In 1984 Colombian drug lord Pablo Escobar and his drug-smuggling cohort Manuel Noriega, who facilitated his shipments' layovers in Panana, had a falling-out over storage and transportation fees. It was Fidel Castro again who prevailed upon both parties to kiss and make up. They mediated and resolved the matter in no time. Castro's coziness with both parties again patched up the criminal partnership. Castro's own fiefdom, after all, was beginning to surpass Panama as a transit-point for Colombian cocaine. “The ideological sympathies [anti-Americanism] between my brother and Fidel Castro really came out when Pablo would travel to Cuba and visit with Fidel Castro,” said Pablo Escobar's sister
Alba during a recent radio interview in Miami.
9
In 1982 indicted swindler and drug-smuggler Robert Vesco holed up in Havana's Marina Hemingway. Cuban intelligence defector Manuel De Buenza reported seeing him often aboard Fidel Castro's yacht, the Yarama, always accompanied by Castro himself.
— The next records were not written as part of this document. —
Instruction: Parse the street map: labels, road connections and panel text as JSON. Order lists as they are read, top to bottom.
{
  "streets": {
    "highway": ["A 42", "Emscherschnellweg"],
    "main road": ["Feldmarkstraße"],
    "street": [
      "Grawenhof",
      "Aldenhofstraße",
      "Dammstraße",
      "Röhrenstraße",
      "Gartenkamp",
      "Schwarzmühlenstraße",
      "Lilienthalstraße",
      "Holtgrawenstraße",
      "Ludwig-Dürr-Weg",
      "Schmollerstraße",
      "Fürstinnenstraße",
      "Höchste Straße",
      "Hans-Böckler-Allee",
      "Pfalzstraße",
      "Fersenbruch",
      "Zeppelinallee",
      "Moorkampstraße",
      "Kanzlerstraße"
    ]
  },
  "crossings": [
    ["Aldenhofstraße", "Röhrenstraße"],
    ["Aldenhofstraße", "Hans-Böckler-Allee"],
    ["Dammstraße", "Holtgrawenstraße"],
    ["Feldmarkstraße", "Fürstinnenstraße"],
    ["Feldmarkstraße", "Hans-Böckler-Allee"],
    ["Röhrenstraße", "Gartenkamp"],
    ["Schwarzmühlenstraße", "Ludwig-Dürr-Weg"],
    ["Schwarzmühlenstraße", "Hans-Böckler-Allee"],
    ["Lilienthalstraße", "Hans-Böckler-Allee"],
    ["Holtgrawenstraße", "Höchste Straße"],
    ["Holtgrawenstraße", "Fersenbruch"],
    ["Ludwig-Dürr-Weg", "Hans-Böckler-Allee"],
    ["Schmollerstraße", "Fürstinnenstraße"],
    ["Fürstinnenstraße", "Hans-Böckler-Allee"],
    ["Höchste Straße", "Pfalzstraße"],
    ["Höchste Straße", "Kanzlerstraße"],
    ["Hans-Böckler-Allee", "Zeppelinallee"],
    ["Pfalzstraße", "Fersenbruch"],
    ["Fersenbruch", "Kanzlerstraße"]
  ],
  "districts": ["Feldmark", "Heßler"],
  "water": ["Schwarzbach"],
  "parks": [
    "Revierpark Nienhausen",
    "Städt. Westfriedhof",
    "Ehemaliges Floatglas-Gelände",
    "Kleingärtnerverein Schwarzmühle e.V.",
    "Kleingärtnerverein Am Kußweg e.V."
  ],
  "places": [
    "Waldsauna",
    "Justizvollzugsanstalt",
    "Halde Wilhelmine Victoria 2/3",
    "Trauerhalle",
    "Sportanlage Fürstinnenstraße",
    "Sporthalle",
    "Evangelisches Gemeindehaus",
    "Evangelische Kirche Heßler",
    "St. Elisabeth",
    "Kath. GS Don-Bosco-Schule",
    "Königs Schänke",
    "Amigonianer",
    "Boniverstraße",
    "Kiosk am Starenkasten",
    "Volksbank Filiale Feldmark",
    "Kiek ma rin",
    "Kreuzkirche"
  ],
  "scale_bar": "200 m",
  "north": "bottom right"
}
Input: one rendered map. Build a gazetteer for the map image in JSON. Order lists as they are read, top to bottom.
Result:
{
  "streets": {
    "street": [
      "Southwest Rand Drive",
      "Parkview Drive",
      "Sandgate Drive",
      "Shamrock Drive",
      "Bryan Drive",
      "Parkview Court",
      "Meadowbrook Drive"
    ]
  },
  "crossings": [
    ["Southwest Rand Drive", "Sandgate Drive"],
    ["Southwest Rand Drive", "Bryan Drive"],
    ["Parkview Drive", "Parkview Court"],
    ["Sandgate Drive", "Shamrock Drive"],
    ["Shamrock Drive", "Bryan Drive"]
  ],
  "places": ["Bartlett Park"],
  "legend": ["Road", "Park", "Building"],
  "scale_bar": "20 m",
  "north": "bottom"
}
Vesco died in Cuba on November 2007.
On December 6, 1998, Colombian police seized seven-and-a-half tons of cocaine in the port city of Cartagena and discovered they were bound for Cuba, the pit-stop at the time for much of the cocaine bound for the U.S. The beaming Colombians proudly informed U.S. diplomats of the big bust. That it implicated Fidel Castro, the U.S.'s most implacable enemy, must have struck the Colombian police as particularly gratifying.
But the deluded Colombians did not know that the Clinton administration was deep into courting Cuba at the time. So instead of trumpeting the Colombian coke bust the U.S. State Department pressured the Colombians into hushing up the bust's Cuba connection.
Upon learning the details of this cover-up, Congressman Dan Burton, then serving as Chairman of the House Government Reform and Oversight Committee, fired off a letter to Secretary of State Madeleine Albright: “Sources close to the American embassy in Bogota have informed me that officials at the U.S. Embassy solicited silence from the Colombian National Police regarding a seven-and-a-half-ton cocaine seizure, destined for Cuba, because it could hurt our budding relationship with the Western Hemisphere's only surviving dictator. It is only logical to conclude the reason there has been no official reaction from the State Department on the seizure is that State did not want the air of coddling a ruthless dictator to be muddied by allegations of drug trafficking.” Congressman Burton never received a reply.
Needless to add, any similar cover-up, especially one involving such a trashing of the “Good Neighbor Policy” and such “Yankee bullying” of a Latin neighbor, would have normally delighted the media and liberals in general. Those Colombian
police officials, the poor saps, were sure that by risking their lives in this case they were being exemplary “good neighbors.”